Where are lease payments recorded? ›

at commencement of the lease term, the lessor should record a finance lease in the balance sheet as a receivable, at an amount equal to the net investment in the lease [IAS 17.36]

What is leasing in a balance sheet? ›

Leases are contracts in which the property/asset owner allows another party to use the property/asset in exchange for some consideration, usually money or other assets. The two most common types of leases in accounting are operating and finance (or capital) leases.

Where do lease liabilities show on balance sheet? ›

A lease will be recorded on the balance sheet as a right-of-use (ROU) asset and lease liability. The lease liability is the payment obligation over the term of the lease contract, while the ROU asset represents the control of the asset under the lease contract.

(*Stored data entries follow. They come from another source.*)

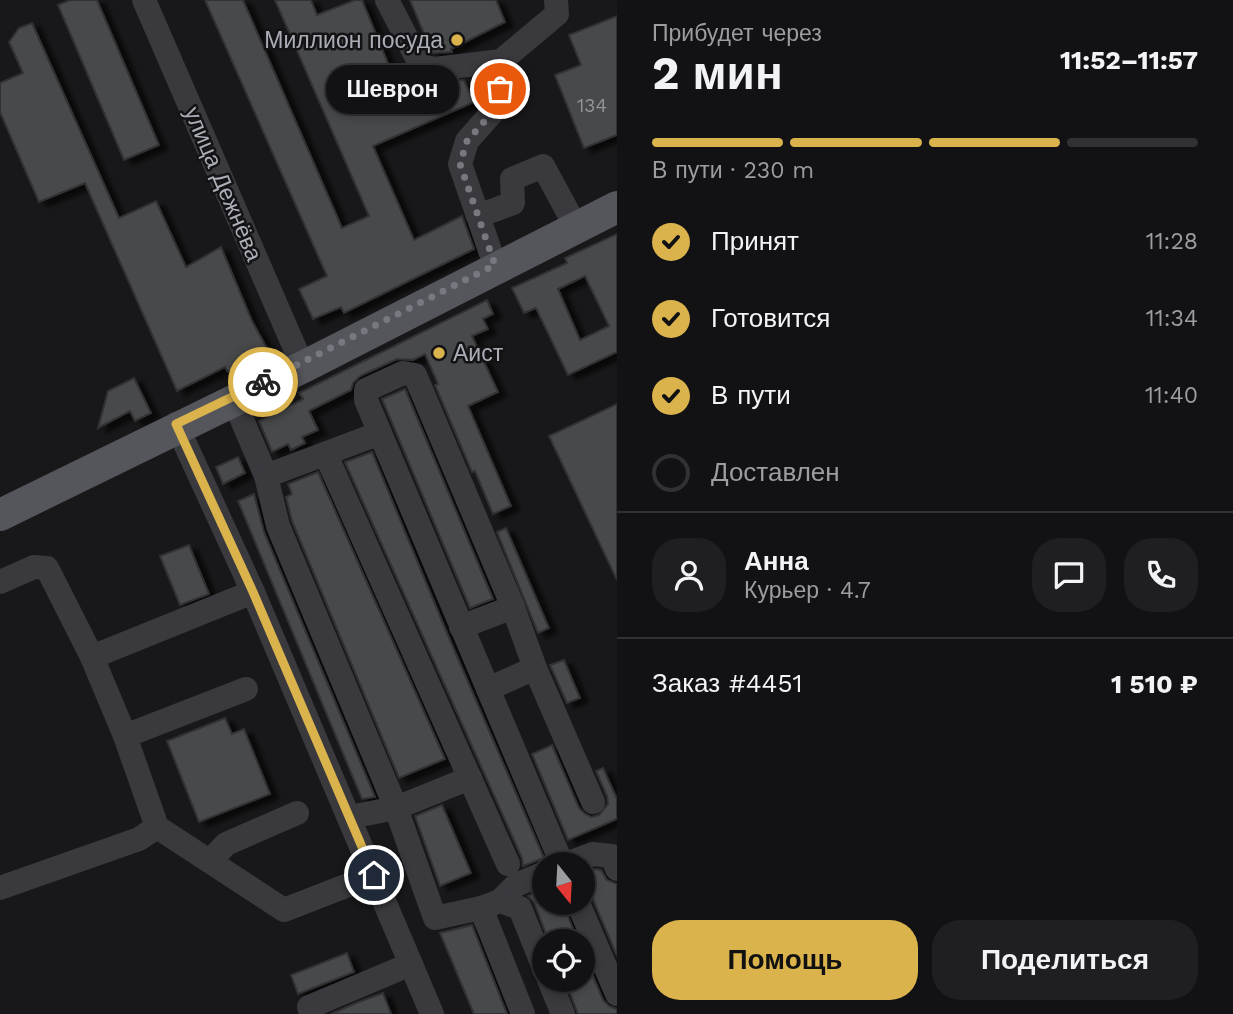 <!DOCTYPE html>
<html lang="ru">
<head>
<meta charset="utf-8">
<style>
  body { margin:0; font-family:"Work Sans",sans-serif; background:#1f1f21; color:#f1f3f6; height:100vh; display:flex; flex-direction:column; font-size:26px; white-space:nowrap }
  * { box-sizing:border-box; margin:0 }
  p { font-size:23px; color:#9c9da0 }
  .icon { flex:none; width:38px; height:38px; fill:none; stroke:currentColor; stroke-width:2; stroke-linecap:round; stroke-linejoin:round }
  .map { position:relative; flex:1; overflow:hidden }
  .sheet { display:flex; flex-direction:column; background:#121113; width:616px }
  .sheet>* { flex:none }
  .needle { width:46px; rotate:162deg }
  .fabs { position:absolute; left:532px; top:852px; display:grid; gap:14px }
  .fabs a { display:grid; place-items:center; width:63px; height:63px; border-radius:50%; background:#121113; box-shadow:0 4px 10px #0003,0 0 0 2px #313133; font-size:35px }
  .pin { position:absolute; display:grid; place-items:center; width:60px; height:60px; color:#fff; margin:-30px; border:4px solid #fff; border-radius:50%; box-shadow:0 2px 7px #0007 }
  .courier { position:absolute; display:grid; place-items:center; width:70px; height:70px; margin:-35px; border:5px solid #dbb34d; border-radius:50%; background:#fff; color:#222; box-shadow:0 2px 9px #0007 }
  .bubble { position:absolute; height:49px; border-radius:24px; background:#121113; box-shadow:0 4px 10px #0003,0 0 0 2px #313133; font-size:23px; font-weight:700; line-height:49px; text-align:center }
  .headline em { font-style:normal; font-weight:700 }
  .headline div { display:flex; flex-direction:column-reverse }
  .headline { display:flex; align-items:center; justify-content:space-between; height:119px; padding:0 35px }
  h1 { font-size:46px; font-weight:700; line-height:52px }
  .bar { display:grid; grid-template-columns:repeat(4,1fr); gap:10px 7px; align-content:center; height:84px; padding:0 35px }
  .bar i { height:9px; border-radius:5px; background:#313133 }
  .bar .current { background:#dbb34d }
  .bar p { grid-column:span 4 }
  .line { display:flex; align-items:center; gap:18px; padding:0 35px; border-top:2px solid #313133 }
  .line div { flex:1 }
  .round { display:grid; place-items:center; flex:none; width:74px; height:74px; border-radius:28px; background:#1f1f21 }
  ol { padding:0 35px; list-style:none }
  li { display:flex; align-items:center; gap:21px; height:77px }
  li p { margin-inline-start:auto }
  li .icon { padding:7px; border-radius:50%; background:#dbb34d; color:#111; stroke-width:4 }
  li:last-child { color:#9c9da0 }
  li i { width:38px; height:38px; border:4px solid #313133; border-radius:50% }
  .cta { display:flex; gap:14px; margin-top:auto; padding:14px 35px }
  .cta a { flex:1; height:80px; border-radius:28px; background:#dbb34d; color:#111; font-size:28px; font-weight:700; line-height:80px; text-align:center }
  .cta a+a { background:#1f1f21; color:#f1f3f6 }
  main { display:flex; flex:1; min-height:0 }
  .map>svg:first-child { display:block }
  .building { fill:#47484b; stroke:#323235; stroke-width:2; fill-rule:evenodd; filter:url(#shadow) }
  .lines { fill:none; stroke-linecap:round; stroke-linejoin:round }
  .minor { stroke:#39393e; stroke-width:24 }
  .major { stroke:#55565c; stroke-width:32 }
  .done { stroke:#787980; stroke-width:7; stroke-dasharray:0 12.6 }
  .route { stroke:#dbb34d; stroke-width:9 }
  .poi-dot { fill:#dbb34d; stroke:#131214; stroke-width:2.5 }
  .labels { text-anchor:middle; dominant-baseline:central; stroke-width:5; stroke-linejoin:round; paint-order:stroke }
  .number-label { font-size:19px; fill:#92949c }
  .poi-label { font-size:23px; fill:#abaeb7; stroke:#131214; text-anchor:end }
  .street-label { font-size:23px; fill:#abaeb7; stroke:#131214 }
</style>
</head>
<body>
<main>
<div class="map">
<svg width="617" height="1014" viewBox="0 0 617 1014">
  <defs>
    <filter id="shadow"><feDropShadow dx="8" dy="4.5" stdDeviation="2" flood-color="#0009"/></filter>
  </defs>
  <rect width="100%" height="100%" fill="#181719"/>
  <!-- building -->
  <g class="building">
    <polygon points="70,0 97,0 159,145 124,160 58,5"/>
    <polygon points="205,0 243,0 342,228 369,216 275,0 311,0 317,15 355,0 362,0 401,95 429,83 464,80 474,102 373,146 414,240 462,216 474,249 344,313 341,307 313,319 299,289 327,276"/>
    <polygon points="410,0 496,0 505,22 451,49 452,52 432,53"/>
    <polygon points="617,16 617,135 584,148 555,75 581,65 569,35"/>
    <polygon points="32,23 119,218 156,201 186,267 221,247 252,321 269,352 228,372 225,367 177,391 85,183 39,202 0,112 0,83 23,73 9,42 19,28"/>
    <path d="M 617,234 L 617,352 L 568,375 L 536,308 L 524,313 L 512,288 L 567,263 L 565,258 ZM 585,276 L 609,326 L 580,340 L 558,289 Z"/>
    <polygon points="487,300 493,314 483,319 488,329 472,336 498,392 468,406 511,506 493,514 475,471 472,472 435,385 438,384 425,354 413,360 397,359 360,376 353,383 351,390 309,411 318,430 302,437 305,443 291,450 288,444 272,452 259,421 303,399 299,393"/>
    <polygon points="134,378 151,413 135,421 130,411 98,428 108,391"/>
    <polygon points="405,389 493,599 470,608 382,399"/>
    <polygon points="617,404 617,580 549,436"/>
    <polygon points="372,452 447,633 544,858 523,866 522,858 345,462"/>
    <polygon points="238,457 245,473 223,484 216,467"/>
    <polygon points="318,472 445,759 399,778 292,521 286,497 292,494 288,484"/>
    <polygon points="254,494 264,532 375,797 362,799 238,501"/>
    <polygon points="506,528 549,628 538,633 497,532"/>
    <polygon points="189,545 209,594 180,605 160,556"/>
    <polygon points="564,660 580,698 567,703 550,665"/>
    <polygon points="225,718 232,734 244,729 270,794 199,822 167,741"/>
    <polygon points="552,745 579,808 584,813 591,817 599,815 608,804 607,796 596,771 603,768 617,799 617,819 568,840 532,754"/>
    <polygon points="442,805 471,873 440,886 415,816"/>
    <polygon points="595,869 601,870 607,880 617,884 617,956 592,897 583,889 583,874"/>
    <polygon points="544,889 544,903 563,903 578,942 549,942 534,902 528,896"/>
    <polygon points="472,925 507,1014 474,1014 440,933"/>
    <polygon points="583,952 603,1000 609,1006 617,1009 617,1014 578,1014 565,980 583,980"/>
    <polygon points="347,953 354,972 298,994 291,975"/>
    <polygon points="383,993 391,1014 331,1014 356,1003"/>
  </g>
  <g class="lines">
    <!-- minor -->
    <g class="minor">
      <polyline points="144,0 303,367"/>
      <polyline points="387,0 421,66 434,69 501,61 557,14 556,0"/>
      <polyline points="478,216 513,203 512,179 543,166 575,225"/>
      <polyline points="495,265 460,164 467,141 498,106 501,61"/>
      <polyline points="234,401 266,476 278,526 396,808 435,918 481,908 523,1014"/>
      <polyline points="176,424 253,592 432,1014"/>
      <polyline points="326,455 508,864"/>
      <polyline points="266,476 380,433"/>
      <polyline points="0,582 34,567 47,568 92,657 125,736 157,827 284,910 374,875"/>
      <polyline points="461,627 513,607"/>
      <polyline points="92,657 253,592"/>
      <polyline points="488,689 535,668"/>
      <polyline points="125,736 246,689"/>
      <polyline points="350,817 396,808 470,778"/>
      <polyline points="210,861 226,844 297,813"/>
      <polyline points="562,864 366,400 366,390 403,373 415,375 513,607 535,668 593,802"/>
      <polyline points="566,864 593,854 612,856 617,869"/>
      <polyline points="0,888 139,839 157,827"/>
      <polyline points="500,901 516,885 544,873"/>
      <polyline points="578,903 617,994"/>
      <polyline points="481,908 500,901 520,908 544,968"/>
      <polyline points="549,980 563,1014"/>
      <polyline points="312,1014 309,1007 411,964"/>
    </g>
    <!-- major -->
    <polyline class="major" points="0,515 307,365 617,207"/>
  </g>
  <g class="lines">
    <!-- done -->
    <polyline class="done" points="263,382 495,265 460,164 467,141 498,106 500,89"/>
    <!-- route -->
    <polyline class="route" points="263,382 176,424 253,592 374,875"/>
  </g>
  <!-- markers -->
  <g class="poi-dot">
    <circle cx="457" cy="40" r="7"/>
    <circle cx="439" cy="353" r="7"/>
  </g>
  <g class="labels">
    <!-- number labels -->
    <g class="number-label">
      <text x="592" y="105">134</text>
    </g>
    <!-- poi labels -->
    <g class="poi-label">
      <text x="443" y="40">Миллион посуда</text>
      <text x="453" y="353" text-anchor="start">Аист</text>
    </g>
    <!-- street labels -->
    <g class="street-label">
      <text transform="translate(223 184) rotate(67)">улица Дежнёва</text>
    </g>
  </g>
</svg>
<div class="fabs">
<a><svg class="needle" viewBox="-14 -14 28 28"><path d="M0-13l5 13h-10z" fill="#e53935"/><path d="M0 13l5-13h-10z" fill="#9c9da0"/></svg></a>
<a><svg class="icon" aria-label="locate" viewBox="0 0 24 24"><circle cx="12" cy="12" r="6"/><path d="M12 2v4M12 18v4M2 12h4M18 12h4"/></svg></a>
</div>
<div class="pin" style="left:500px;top:89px;background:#ea580c"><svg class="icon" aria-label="bag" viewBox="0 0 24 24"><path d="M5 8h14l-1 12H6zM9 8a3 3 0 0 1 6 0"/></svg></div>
<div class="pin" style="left:374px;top:875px;background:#1f2937"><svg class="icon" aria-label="home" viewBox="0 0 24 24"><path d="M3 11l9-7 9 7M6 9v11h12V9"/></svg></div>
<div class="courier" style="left:263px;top:382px"><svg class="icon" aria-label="bike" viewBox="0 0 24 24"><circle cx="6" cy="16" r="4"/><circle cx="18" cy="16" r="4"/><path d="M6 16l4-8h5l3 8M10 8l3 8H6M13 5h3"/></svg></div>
<div class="bubble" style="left:326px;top:65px;width:133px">Шеврон</div>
</div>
<section class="sheet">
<div class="headline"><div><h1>2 мин</h1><p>Прибудет через</p></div><em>11:52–11:57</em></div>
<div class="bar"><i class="current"></i><i class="current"></i><i class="current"></i><i></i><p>В пути · 230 m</p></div>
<ol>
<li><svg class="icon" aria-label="check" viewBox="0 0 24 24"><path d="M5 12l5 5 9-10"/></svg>Принят<p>11:28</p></li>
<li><svg class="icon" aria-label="check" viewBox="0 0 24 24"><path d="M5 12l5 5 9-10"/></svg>Готовится<p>11:34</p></li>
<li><svg class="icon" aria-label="check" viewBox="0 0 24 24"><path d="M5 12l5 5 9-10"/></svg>В пути<p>11:40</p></li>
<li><i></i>Доставлен</li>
</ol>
<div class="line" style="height:126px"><a class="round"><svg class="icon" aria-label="person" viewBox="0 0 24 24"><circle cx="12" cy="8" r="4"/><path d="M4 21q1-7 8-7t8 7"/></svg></a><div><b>Анна</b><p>Курьер · 4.7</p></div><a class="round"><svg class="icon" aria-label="chat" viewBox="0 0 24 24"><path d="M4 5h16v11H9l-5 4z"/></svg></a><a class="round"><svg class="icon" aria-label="phone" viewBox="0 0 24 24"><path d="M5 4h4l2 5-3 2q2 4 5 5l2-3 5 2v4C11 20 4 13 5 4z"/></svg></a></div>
<div class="line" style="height:91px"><div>Заказ #4451</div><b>1 510 ₽</b></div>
<div class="cta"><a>Помощь</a><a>Поделиться</a></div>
</section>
</main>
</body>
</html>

How do I categorize a lease payment in Quickbooks? ›

When you make a rent payment, make a debit entry to Lease Liability and credit cash. You need to make another entry to recognize the Lease Expense in a separate transaction with a debit to the expense account and a credit to Lease Liability and the Right-of-Use asset.

Are lease payments an expense? ›

Since the lessee does not assume the risk of ownership, the lease expense is treated as an operating expense in the income statement and the lease does not affect the balance sheet. In a capital lease, the lessee assumes some of the risks of ownership and enjoys some of the benefits.

Are lease liabilities included in total debt? ›

Operating leases are a form of “off balance sheet accounting” mechanism that allows a company to have a debt obligation that does NOT get disclosed on the company balance sheet. ... Lease payments (i.e., rent) are liabilities, which can be considered debt. But the lease itself can actually be an asset.

What are considered liabilities on a financial statement? ›

Liabilities are settled over time through the transfer of economic benefits including money, goods, or services. Recorded on the right side of the balance sheet, liabilities include loans, accounts payable, mortgages, deferred revenues, bonds, warranties, and accrued expenses. Liabilities can be contrasted with assets.

Does a lease count as debt? ›

Car leases or loans are liabilities, and your payments are included in monthly debt ratios. If you apply for a mortgage, student loan, or credit card while making car payments, you may qualify for a lower amount than if you didn't have them.

Is a car lease a liability or asset? ›

Because ownership of a leased car doesn't pass to you, it isn't your asset. Lease payments are, however, a monthly expense or liability. When you lease a car, your liabilities increase but your assets don't, so your net worth decreases.

How are leased assets treated in the balance sheet? ›

The lessor reports the lease as a leased asset on the balance sheet and individual lease payments as income on the income and cash flow statements. The lessee reports the lease as both an asset and a liability on the balance sheet due to their stake as a potential owner of the asset and their required payment.

Top Articles
Latest Posts
Article information

Author: Jerrold Considine

Last Updated:

Views: 5301

Rating: 4.8 / 5 (78 voted)

Reviews: 85% of readers found this page helpful

Author information

Name: Jerrold Considine

Birthday: 1993-11-03

Address: Suite 447 3463 Marybelle Circles, New Marlin, AL 20765

Phone: +5816749283868

Job: Sales Executive

Hobby: Air sports, Sand art, Electronics, LARPing, Baseball, Book restoration, Puzzles

Introduction: My name is Jerrold Considine, I am a combative, cheerful, encouraging, happy, enthusiastic, funny, kind person who loves writing and wants to share my knowledge and understanding with you.